Thanks to their successful campaign last term, in which they were runners-up in La Liga, Las Palmas are back this season, for a 35th top-flight campaign and their first since 2018. Considered a historic Spanish team, Las Palmas have developed several talented players, featured in European competitions and even competed for a title in the past. Here are five things you might not know about this historic, unique club.
A merger aiming to keep local talent home
Having experienced the painful process of losing local talent to Spanish mainland teams, five clubs from Gran Canaria decided to join forces in their bid to keep prodigious players home. And so, on August 22nd, 1949, Union Deportiva Las Palmas was founded following the merger of Real Club Victoria, Club Deportivo Gran Canaria, Atletico Club de Futbol, Arenas Club and Marino Futbol Club.
Los Amarillos achieved their mission and became the only team to secure back-to-back promotions to the top flight in their first two years of existence. Most importantly, they managed to develop local talent and even provided the Spain team that won the 1964 UEFA European Championship with four players.
Meanwhile, the long list of players who came through Los Amarillos’ academy and went on to shine in La Liga includes footballers such as club legend Juan Carlos Valeron, as well as Barcelona star Pedri and Villarreal prodigy Yeremy Pino.
First division runners-up
Back in the 1968/69 season, Las Palmas managed to pick up 38 points from 30 games – when there were two points for a win – by recording 15 wins, eight draws and seven defeats. They finished second in the table that year behind champions Real Madrid, with Barcelona coming third.
Less than a decade later, Los Amarillos also came close to clinching the Copa del Rey trophy. After eliminating Malaga, Espanyol, Cadiz , Atletico Madrid and Real Sporting, Las Palmas reached the final of the 1977/78 edition. There they lost 3-1 to Barcelona at the Estadio Santiago Bernabeu in April 1978 in the final, this being their best ever run in the cup.
Participation in European competitions
Having finished top-flight runners-up in 1968/69, Los Amarillos managed to clinch European football for the first time in their history. They participated in the Inter-Cities Fairs Cup, but their journey was unfortunately cut short in the first round by Hertha BSC, as a scoreless draw at home was followed by a 1-0 defeat away.

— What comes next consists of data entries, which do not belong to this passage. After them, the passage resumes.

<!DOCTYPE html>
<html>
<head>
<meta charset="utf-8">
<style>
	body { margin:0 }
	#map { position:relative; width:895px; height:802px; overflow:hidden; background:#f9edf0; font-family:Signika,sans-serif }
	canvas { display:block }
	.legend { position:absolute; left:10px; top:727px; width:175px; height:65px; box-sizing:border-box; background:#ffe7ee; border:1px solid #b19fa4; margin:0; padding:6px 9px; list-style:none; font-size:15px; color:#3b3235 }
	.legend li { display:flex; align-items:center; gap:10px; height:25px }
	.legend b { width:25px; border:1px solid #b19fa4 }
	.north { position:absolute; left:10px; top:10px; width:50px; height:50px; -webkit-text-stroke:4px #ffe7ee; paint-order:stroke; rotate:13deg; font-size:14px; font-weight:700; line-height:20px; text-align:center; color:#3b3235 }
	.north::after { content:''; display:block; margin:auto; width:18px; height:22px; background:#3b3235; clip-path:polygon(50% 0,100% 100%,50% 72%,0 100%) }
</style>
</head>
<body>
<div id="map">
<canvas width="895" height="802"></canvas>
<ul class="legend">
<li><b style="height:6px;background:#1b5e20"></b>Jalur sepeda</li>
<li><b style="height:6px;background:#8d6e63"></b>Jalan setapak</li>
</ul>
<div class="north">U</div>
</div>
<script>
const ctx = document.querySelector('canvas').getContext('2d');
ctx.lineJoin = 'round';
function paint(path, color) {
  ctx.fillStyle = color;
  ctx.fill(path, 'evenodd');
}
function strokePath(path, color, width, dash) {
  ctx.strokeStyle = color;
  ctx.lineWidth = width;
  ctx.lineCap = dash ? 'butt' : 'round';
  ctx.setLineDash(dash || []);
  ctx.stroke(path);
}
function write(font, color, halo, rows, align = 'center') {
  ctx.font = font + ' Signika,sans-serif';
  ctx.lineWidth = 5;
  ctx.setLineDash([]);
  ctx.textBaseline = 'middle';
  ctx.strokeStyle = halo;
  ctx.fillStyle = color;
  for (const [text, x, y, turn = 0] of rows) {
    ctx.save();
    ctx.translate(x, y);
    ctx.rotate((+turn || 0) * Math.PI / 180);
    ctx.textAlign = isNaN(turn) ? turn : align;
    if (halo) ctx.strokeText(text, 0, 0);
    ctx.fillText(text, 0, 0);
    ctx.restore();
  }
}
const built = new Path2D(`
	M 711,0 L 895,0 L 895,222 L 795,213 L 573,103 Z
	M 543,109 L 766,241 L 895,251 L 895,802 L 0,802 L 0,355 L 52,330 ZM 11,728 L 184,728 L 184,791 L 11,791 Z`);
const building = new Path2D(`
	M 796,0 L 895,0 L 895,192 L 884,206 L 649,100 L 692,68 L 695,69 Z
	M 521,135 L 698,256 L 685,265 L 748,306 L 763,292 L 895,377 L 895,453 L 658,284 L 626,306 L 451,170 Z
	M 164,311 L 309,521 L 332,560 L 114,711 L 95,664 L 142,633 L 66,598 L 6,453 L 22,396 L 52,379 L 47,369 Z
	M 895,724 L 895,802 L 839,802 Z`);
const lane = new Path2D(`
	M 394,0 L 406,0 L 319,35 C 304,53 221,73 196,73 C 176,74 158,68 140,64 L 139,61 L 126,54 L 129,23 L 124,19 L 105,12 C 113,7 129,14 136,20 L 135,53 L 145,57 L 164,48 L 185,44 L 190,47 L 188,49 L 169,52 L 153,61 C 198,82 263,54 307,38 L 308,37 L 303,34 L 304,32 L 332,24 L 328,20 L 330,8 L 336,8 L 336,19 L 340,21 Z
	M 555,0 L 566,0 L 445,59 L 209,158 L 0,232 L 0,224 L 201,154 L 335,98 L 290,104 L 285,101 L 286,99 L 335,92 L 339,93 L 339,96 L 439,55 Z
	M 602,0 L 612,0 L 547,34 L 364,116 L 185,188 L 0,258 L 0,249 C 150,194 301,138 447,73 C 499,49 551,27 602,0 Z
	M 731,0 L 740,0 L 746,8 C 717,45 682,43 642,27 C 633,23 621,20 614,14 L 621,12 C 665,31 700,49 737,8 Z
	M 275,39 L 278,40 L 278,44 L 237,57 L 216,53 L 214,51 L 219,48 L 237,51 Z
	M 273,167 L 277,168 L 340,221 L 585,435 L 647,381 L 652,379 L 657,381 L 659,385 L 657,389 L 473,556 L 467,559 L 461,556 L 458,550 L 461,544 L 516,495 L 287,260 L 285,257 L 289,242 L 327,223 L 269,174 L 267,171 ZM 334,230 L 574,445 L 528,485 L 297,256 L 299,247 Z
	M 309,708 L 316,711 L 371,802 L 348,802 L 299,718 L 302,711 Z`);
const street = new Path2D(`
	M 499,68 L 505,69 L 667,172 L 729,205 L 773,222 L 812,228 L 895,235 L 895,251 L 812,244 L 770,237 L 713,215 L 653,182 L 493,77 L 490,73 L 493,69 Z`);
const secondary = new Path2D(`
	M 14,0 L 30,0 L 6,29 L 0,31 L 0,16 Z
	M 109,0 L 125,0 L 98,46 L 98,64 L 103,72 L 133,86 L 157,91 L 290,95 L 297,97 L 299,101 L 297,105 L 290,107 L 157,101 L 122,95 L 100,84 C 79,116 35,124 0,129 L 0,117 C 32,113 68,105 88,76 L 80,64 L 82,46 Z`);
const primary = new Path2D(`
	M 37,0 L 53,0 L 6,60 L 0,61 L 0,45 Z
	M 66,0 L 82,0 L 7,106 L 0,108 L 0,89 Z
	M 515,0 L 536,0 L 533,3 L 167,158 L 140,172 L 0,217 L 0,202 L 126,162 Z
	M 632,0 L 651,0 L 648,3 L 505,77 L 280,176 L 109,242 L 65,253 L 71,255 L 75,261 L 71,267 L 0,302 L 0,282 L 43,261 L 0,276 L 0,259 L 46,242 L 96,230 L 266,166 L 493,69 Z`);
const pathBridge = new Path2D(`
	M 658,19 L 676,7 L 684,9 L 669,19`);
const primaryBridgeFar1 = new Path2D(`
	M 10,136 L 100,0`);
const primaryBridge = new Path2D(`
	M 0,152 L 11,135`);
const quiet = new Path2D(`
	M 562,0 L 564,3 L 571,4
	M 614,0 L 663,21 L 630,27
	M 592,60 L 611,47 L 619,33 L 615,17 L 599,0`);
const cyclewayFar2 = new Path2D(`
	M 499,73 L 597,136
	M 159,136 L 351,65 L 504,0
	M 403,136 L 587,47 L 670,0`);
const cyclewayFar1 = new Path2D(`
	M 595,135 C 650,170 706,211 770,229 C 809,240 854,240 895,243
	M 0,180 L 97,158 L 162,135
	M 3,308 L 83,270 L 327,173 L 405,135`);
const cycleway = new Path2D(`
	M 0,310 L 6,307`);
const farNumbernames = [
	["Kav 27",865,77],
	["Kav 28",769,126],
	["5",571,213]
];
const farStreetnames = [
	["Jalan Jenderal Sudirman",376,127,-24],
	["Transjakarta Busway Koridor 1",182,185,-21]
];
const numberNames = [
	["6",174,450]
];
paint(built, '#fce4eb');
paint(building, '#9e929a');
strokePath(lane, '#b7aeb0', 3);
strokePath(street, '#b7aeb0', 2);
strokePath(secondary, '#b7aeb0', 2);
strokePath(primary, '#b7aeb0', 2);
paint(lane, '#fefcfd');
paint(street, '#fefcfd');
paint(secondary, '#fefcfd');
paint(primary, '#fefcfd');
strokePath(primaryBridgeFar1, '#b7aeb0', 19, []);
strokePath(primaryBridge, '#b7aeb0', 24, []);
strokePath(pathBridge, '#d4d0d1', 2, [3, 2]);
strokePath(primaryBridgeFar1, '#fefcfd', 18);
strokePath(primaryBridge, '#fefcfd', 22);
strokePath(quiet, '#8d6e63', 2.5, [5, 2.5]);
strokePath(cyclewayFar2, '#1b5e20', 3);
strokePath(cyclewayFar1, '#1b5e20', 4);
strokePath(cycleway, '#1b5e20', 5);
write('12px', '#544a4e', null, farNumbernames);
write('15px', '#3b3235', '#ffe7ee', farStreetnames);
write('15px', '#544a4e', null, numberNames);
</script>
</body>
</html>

A few years later, they secured participation in the 1972/73 UEFA Cup, where they knocked out Torino and Slovan Bratislava but were eventually eliminated by Twente. Las Palmas’ third venture into European competition took place in the 1977/78 UEFA Cup. Then, they triumphed over Sloboda Tuzla in the first round, only to face elimination at the hands of Ipswich Town in the next round.
An offer to sign Maradona
Back in 1978, UD Las Palmas made an effort to try to convince an 18-year-old Diego Armando Maradona to come to Gran Canaria. As Spanish journalist Julio Maldonado revealed, Los Amarillos made an official offer to Maradona’s then-team Argentinos Juniors in order to acquire the services of the Argentina legend. Unfortunately, the move didn’t come to fruition and he stayed put in his native country, but Maradona would step foot on the island in 1984, when Las Palmas hosted Barcelona in the Copa del Rey. Maradona was one of the Barca players to net in a penalty shootout that helped the Blaugrana secure qualification to the next round.
Nicknamed after the sound of Canaries
While Las Palmas boast several nicknames, including Los Amarillos, meaning The Yellows, the one that stands out is Pio-pio, which is associated with the melodious chirping of canaries. The roots of this unique nickname go beyond the obvious connection to the bird.

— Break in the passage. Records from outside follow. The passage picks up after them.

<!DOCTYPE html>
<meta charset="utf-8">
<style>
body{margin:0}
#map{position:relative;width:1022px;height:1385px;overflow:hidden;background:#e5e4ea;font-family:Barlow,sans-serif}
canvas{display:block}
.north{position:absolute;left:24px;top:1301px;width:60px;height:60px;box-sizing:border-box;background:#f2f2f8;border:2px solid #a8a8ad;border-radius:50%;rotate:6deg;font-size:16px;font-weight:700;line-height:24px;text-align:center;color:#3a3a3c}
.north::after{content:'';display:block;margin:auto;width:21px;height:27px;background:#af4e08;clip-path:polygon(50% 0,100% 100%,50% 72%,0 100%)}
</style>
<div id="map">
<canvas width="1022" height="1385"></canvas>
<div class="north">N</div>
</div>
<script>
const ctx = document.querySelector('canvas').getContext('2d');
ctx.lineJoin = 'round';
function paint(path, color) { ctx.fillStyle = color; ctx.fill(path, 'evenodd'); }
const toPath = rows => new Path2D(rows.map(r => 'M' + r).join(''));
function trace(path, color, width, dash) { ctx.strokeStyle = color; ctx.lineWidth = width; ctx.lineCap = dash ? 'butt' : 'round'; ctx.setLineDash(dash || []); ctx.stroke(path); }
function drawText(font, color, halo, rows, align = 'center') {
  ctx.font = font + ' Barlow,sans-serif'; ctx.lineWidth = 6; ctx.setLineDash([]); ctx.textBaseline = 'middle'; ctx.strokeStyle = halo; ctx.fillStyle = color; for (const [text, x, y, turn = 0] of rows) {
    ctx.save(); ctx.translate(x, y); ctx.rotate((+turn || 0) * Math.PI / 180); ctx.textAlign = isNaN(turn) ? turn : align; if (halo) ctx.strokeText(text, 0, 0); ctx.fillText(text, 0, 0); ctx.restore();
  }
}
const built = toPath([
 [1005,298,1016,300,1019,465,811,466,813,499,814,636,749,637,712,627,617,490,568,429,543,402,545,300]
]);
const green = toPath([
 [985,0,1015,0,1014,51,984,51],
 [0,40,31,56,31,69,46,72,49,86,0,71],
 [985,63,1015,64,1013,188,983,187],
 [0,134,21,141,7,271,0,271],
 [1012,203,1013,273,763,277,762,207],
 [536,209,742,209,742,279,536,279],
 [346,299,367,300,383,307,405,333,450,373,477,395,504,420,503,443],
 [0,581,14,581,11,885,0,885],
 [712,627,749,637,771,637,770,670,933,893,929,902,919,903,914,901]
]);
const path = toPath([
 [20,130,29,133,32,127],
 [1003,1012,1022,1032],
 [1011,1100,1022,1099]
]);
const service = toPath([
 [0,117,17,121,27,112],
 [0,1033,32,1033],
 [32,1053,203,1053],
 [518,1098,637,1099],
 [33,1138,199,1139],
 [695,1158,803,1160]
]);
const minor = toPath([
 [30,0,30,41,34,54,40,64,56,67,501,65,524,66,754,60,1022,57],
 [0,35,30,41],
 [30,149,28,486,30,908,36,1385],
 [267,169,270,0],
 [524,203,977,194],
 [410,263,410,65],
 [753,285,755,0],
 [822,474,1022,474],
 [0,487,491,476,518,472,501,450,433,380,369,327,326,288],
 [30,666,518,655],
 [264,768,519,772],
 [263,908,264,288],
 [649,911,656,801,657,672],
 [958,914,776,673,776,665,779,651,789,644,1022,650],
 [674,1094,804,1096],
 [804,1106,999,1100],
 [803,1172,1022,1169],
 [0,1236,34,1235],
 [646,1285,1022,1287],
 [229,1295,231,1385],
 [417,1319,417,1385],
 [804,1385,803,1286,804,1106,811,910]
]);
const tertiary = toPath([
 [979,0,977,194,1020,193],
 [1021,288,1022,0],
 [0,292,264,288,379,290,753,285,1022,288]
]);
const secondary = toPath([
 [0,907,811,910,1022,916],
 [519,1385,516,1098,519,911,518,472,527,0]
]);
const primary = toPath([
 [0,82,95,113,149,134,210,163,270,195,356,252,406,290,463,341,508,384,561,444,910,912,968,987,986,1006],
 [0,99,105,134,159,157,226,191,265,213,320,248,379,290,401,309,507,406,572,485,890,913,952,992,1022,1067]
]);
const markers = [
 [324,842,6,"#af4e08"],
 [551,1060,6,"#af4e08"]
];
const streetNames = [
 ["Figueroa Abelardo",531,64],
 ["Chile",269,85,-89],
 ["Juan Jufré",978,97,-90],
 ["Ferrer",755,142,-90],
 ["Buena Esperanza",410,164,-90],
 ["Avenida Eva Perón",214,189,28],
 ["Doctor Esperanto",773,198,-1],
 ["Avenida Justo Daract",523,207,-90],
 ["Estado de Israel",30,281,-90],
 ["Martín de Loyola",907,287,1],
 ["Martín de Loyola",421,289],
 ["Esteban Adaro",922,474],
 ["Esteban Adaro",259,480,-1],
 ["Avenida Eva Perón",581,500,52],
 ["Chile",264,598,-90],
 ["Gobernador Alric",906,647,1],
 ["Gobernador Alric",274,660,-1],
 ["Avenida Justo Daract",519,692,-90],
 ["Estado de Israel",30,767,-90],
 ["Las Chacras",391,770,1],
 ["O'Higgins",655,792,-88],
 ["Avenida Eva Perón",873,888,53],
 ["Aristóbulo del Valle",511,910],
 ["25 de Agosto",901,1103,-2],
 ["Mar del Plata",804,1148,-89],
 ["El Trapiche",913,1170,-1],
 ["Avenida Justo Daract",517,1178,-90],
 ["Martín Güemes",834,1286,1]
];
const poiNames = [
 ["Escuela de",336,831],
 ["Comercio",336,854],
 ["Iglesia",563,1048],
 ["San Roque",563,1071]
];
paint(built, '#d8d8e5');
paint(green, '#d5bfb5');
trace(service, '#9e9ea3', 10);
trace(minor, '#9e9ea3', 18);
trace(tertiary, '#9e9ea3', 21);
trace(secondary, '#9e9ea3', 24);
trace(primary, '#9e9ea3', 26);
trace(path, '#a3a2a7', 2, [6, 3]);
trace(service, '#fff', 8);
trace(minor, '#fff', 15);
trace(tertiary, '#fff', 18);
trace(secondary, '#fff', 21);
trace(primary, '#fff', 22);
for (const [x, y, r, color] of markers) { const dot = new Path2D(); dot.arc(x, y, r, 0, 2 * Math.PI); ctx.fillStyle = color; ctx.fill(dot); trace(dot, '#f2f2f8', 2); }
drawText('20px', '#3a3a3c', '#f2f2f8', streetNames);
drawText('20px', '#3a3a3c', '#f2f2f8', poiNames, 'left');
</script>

It originated from a clever retort delivered by dedicated Las Palmas supporter Fernando El Bandera during a Canary Islands derby against Tenerife. In response to the chants emanating from the Tenerife stands, El Bandera tirelessly answered throughout the game with the expression “pio-pio”. This witty response became ingrained in the chants of the passionate Los Amarillos supporters and has endured ever since. To further embrace this theme, Las Palmas’ mascot is a canary aptly named Pio-pio.